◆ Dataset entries
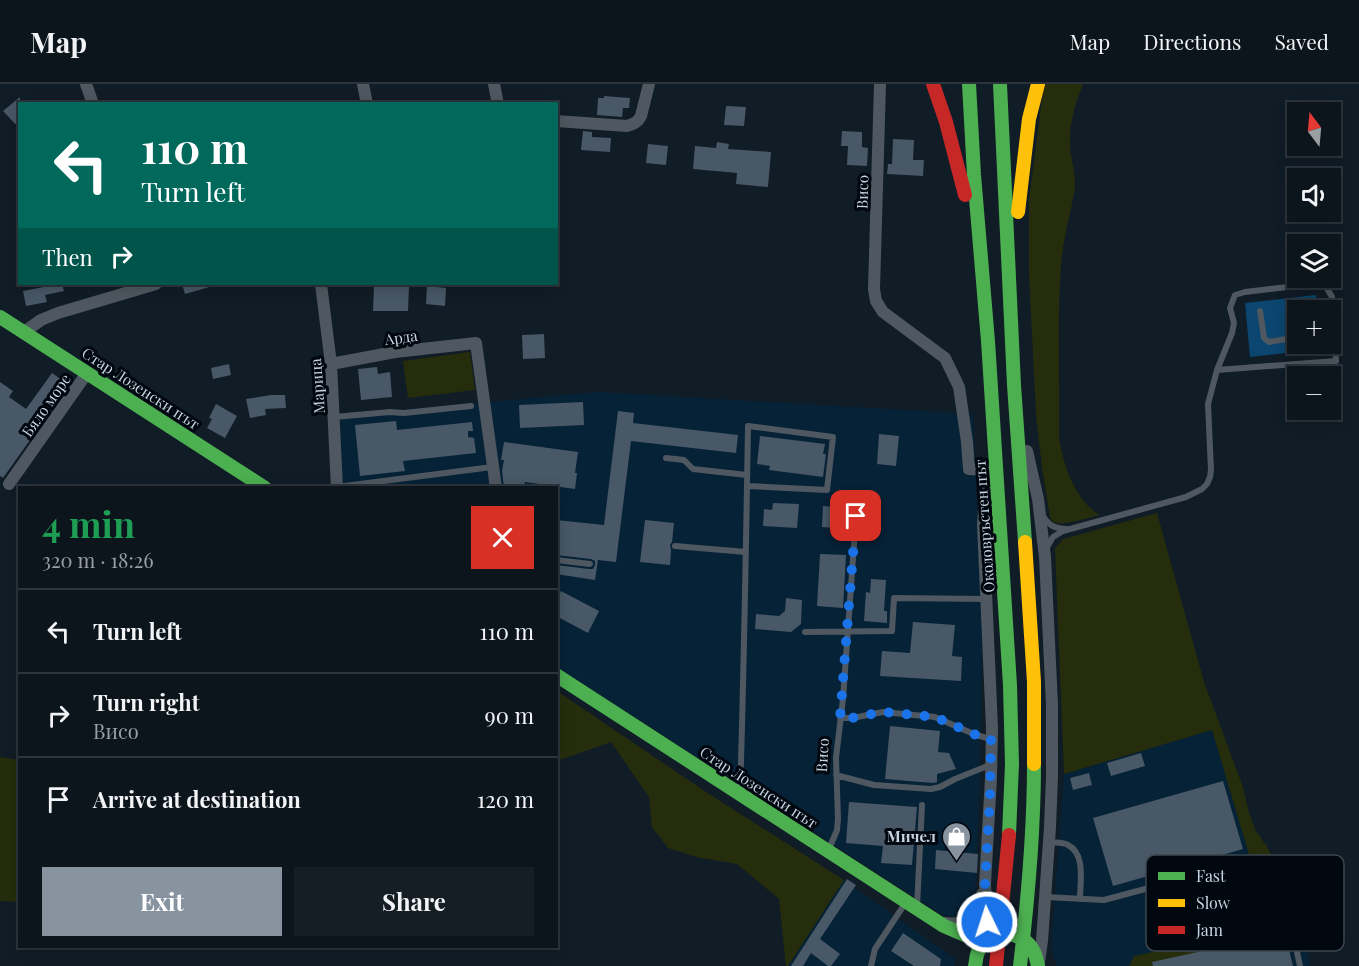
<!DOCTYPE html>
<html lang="en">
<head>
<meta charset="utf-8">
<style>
	body { margin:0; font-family:"Playfair Display",serif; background:#151e25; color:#f1f3f6; height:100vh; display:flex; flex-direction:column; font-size:22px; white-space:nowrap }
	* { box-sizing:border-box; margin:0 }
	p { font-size:20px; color:#9a9fa3 }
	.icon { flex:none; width:33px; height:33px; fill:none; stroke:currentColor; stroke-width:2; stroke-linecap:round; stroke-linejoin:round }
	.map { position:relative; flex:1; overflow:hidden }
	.details { position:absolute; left:18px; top:402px; width:540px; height:462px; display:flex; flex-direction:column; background:#0c151c; border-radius:0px; box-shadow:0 3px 15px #0003,0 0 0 2px #2c343b }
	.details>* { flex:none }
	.guide { position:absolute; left:18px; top:18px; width:540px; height:183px; border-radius:0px; box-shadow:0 3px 15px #0003,0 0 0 2px #2c343b; background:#00695c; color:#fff; overflow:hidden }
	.needle { width:39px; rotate:344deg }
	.tools { position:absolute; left:1287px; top:18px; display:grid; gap:12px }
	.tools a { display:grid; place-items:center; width:54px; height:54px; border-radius:0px; background:#0c151c; box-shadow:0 3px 15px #0003,0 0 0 2px #2c343b; font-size:30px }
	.pin { position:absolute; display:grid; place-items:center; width:51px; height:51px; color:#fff; margin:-26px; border-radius:12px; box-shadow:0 3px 9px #0006 }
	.me { position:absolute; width:66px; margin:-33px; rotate:356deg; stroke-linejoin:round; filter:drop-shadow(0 0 4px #0008) }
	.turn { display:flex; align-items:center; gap:21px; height:126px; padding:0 24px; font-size:27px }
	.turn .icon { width:78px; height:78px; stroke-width:2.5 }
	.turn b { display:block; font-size:42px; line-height:51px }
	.then { display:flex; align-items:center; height:57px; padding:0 24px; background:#0003; gap:12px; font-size:22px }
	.round { display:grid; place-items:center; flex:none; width:63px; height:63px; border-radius:0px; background:#151e25 }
	.head { display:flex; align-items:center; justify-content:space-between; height:102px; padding:0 24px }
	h1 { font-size:36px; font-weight:700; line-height:45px; color:#1e9e55 }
	.primary-button { display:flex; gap:12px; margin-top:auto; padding:12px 24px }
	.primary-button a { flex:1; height:69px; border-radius:0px; background:#8794a0; color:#fff; font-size:24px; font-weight:700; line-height:69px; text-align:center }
	.primary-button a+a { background:#151e25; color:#f1f3f6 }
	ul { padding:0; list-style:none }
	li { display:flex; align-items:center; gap:18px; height:84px; padding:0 24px; border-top:2px solid #2c343b }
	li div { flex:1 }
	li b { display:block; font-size:22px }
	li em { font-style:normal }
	header { display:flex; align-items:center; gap:36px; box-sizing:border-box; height:84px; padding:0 30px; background:#0c151c; border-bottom:2px solid #2c343b }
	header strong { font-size:28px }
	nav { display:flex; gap:33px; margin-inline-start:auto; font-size:21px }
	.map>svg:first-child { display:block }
	.built { fill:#062237 }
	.green { fill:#262d0d }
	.water { fill:#0a4670 }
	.building { fill:#485866 }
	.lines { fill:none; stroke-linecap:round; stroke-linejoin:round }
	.lane { stroke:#4f5860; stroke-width:6 }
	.street { stroke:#4f5860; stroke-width:12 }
	.fast { stroke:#4caf50; stroke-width:14 }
	.slow { stroke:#ffc107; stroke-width:14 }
	.jam { stroke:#c62828; stroke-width:14 }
	.route { stroke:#1a73e8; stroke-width:10; stroke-dasharray:0 18 }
	.labels { text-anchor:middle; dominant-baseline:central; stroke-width:6; stroke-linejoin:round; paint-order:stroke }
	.street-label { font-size:15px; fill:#c7d5e2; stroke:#01070f }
	.poi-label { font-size:15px; font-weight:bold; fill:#c7d5e2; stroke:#01070f; text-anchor:end }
	.key { fill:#01070f; stroke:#3c454e; stroke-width:1.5 }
	.key-label { font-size:16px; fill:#c7d5e2 }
</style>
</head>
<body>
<header>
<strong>Map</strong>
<nav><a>Map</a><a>Directions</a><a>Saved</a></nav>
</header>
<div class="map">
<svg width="1359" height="882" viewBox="0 0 1359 882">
	<rect width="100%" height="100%" fill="#101c26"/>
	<!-- built -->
	<path class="built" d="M598 308 973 330 982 531 980 701 975 811 970 822 953 833 941 830 557 583 556 404 337 403 333 332Z
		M1212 646 1261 810 1301 845 1310 882H1057L1051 864 1064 690Z
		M844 796 955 875 954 882H788Z"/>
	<!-- green -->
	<path class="green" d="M1044 0H1083C1075 20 1069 40 1070 62 1071 76 1076 90 1075 104 1071 129 1063 155 1061 181 1057 237 1060 294 1059 351 1061 376 1076 419 1100 431 1092 433 1064 441 1057 439 1052 438 1052 436 1050 433L1042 384 1036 331 1029 190V116Z
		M470 268 475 306 408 314 403 277Z
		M1157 429 1204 598 1243 703 1249 729 1256 747 1268 764 1286 804 1301 845 1159 877 1160 882H1129L1134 872 1245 848 1261 811 1212 646 1064 690 1055 464 1063 455Z
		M557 607 706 708 844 796 788 882H786L779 815 737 780 696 773 668 764 652 743 649 713 611 658 557 677Z
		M0 673 19 676V818L0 817Z"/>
	<!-- water -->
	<path class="water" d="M1316 211 1318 226H1298V260H1321L1322 265 1250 273 1245 219Z"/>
	<!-- building -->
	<path class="building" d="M604 12 630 14 629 24H623L622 33 597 31 598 14H604Z
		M20 13V45L3 27Z
		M726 22 746 23 744 42 724 41Z
		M583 47 592 48V53L611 54 610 68 581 66Z
		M842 47 862 48V63L868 64 867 82 847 81 848 62H841Z
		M893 55 914 56 913 76H924L923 92 887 90 888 80H892Z
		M717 58 729 60 728 65 771 68 768 103 736 100 737 89 693 85 695 62 716 64Z
		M648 60 668 62 666 81 646 79Z
		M59 200H62L64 207 45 211 47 218 26 222 23 207Z
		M182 200H212L213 202 185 210Z
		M374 201 409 202 408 227H373Z
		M427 202 446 204 445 222 426 220Z
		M544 250 545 274 523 275 522 251Z
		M229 280 231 291 213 295 211 284Z
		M377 283 378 290 390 288 392 313 361 316 358 285Z
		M52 289 69 301 3 394 0 392V298L13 307 9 313 26 325Z
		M271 311H285L286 324 265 325 266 331 250 334 246 315Z
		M583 318 584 341 520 344 519 321Z
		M216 320 237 332 225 354 207 344 212 335 209 334Z
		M618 327 634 329 633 339 738 351 736 369 631 357 616 478 598 476 595 496 556 490V481L589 485H593L595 481V477L591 475 556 471V436L604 441Z
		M396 337 397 346 472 338 473 347H468V353L474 354 476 369 403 377 405 387 360 392 355 341Z
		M879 350 899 352 896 382 877 380Z
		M760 352 825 360 823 370H826L823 393 769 386 770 382 757 380Z
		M504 358 578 368 575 389H577L575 405 525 398 524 402 513 401 512 404H504L502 387 504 376H501Z
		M773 419 799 420 797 444 763 442 764 425 772 426Z
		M823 422 851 424 849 445 822 443Z
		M645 436 674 439 672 458 670 461 671 466 670 481 640 478Z
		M820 470 846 471 843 524 817 522Z
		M871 495 886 496 884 527H887V539L864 537 866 508 870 509Z
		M561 507 599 527 588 549 556 532V516Z
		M786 514 802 516 801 540 791 548 755 545 756 530 779 532 785 527Z
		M913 538 955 541 952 572 962 573 961 597 880 592 882 567 910 569Z
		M890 642 940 647 938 668 949 669 956 685 937 690V698L933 699 885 695Z
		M1141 669 1145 682 1111 692 1107 679Z
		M1089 689 1092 701 1073 706 1070 694Z
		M1223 697 1243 765 1113 802 1093 734Z
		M849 718 917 723 912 781 881 779 883 762 846 759Z
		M936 766 978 770 977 789 935 785Z
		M847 795 856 801 820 855 840 870 831 882H828L811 869 803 882H791Z
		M903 849 941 875 940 882H914L891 867Z
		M1285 849 1293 882H1153L1152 878Z"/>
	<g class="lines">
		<!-- lane -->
		<path class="lane" d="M1260 227 1264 254 1269 258 1298 253
			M334 333 390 328 404 329 471 322
			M666 374 684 376 693 385 747 391
			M337 403 492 383
			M1043 432C1049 442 1056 445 1067 445
			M675 462 746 468
			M1046 465 1053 453 1063 447 1186 413 1202 405 1207 400 1210 393 1211 386 1208 320 1217 286 1232 249 1234 239 1230 224 1235 211 1245 208 1313 200 1325 201 1332 213 1336 277 1217 286
			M556 476 590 480
			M805 548 892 547 894 514 986 515
			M840 634H852L883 628 935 633 976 651 991 655
			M836 691 874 701 931 705 940 703 955 695 990 681
			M740 710C744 587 746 465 748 342L833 353 827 406 747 402
			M1049 758C1055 759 1063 758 1068 761 1086 770 1080 799 1080 815
			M829 765 837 746 838 735 836 674 843 615 856 432
			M1045 813 1104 816 1235 781
			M917 823 922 721
			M1294 854 1300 882
			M871 882 875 865 906 818"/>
		<!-- street -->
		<path class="street" d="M86 0 93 20
			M363 0 367 20
			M494 0 498 20
			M880 0 874 205 876 217 883 228 945 274 959 303 967 358 969 385 987 386
			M556 37 627 42C634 40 638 38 641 32L649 0
			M321 200 331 280 337 404
			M24 248 41 236 58 229 156 200
			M331 280 395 268 476 259 496 404
			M1027 367 1038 415 1045 473 1052 621V692L1050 743 1042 857 1039 878
			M987 387 983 440 992 644 991 694 985 800 987 838 990 854
			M9 400 87 289
			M944 839C968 842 976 831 982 810"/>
		<!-- fast -->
		<path class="fast" d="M969 0 974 91 988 257 1010 601 1012 680 1009 751
			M1000 0 1014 301 1025 458
			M0 233 265 404
			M556 591 944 842 965 851 986 857
			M975 882C976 878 976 872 978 868 988 844 1024 845 1034 868 1036 872 1037 878 1038 882
			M1020 882C1028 815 1034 748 1034 680"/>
		<!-- slow -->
		<path class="slow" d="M1018 128 1029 35 1038 0
			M1025 458 1034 598V680"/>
		<!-- jam -->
		<path class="jam" d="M933 0 946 38 965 111
			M996 882 1009 751"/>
	</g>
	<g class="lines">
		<!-- route -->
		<path class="route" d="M856 432 840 634H852L883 628 935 633 976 651 991 655 990 714 985 800 987 838"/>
	</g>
	<!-- icons -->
	<defs>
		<symbol id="shop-pin" viewBox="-11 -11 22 30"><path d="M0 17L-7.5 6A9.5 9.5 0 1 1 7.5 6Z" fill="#8794a0" stroke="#01070f"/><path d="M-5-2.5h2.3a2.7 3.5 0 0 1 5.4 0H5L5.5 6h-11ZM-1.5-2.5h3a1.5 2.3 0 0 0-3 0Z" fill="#fff"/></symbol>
	</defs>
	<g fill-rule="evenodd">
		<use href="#shop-pin" x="940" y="736" width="33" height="45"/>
	</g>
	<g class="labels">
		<!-- street labels -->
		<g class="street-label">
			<text transform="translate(862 108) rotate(-88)">Висо</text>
			<text transform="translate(401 253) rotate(-8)">Арда</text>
			<text transform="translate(317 302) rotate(-94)">Марица</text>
			<text transform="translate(141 304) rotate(33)">Стар Лозенски път</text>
			<text transform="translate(46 321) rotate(-55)">Бяло море</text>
			<text transform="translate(984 442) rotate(-94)">Околовръстен път</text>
			<text transform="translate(822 671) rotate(-87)">Висо</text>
			<text transform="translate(759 703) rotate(33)">Стар Лозенски път</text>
		</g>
		<!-- poi labels -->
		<g class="poi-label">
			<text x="936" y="752">Мичел</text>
		</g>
	</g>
	<!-- legend -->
	<rect x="1146" y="771" width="198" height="96" rx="9" class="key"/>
	<rect x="1158" y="788" width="27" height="8" fill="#4caf50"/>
	<rect x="1158" y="815" width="27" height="8" fill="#ffc107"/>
	<rect x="1158" y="842" width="27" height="8" fill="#c62828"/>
	<g class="key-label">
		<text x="1196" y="798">Fast</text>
		<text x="1196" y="825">Slow</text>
		<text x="1196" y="852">Jam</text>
	</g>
</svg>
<div class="tools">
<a><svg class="needle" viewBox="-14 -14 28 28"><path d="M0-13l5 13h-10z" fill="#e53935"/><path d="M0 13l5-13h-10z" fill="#9a9fa3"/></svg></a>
<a><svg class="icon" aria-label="sound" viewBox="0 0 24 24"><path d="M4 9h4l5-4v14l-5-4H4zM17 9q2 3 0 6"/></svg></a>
<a><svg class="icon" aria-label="layers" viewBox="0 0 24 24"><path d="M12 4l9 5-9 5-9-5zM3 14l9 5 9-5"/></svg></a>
<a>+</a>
<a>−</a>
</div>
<div class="pin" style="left:856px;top:432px;background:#d93025"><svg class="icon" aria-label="arrive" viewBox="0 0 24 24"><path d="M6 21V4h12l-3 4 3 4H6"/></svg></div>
<svg class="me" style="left:987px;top:838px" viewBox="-20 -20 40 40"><circle r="17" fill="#1a73e8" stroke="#fff" stroke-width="3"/><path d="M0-11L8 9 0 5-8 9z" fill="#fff"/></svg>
<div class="guide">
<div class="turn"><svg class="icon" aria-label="left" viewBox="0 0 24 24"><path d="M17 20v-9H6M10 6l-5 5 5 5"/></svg><div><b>110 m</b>Turn left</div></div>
<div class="then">Then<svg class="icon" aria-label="right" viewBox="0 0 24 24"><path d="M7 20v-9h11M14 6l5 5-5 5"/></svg></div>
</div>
<section class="details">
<div class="head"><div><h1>4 min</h1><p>320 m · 18:26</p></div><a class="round" style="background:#d93025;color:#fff"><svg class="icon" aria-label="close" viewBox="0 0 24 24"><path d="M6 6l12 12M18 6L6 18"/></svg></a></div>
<ul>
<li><svg class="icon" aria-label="left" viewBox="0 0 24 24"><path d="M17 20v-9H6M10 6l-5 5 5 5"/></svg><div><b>Turn left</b></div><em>110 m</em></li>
<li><svg class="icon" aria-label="right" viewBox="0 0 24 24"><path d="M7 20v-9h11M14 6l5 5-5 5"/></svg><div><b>Turn right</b><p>Висо</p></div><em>90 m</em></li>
<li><svg class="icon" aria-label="arrive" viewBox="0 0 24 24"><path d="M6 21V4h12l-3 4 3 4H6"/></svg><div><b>Arrive at destination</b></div><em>120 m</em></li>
</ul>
<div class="primary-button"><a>Exit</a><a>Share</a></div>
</section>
</div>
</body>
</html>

◆ Task to carry out
For the data shown above, give the number of lines where the word "hidden" appears, and nothing else.

◆ Written answer
2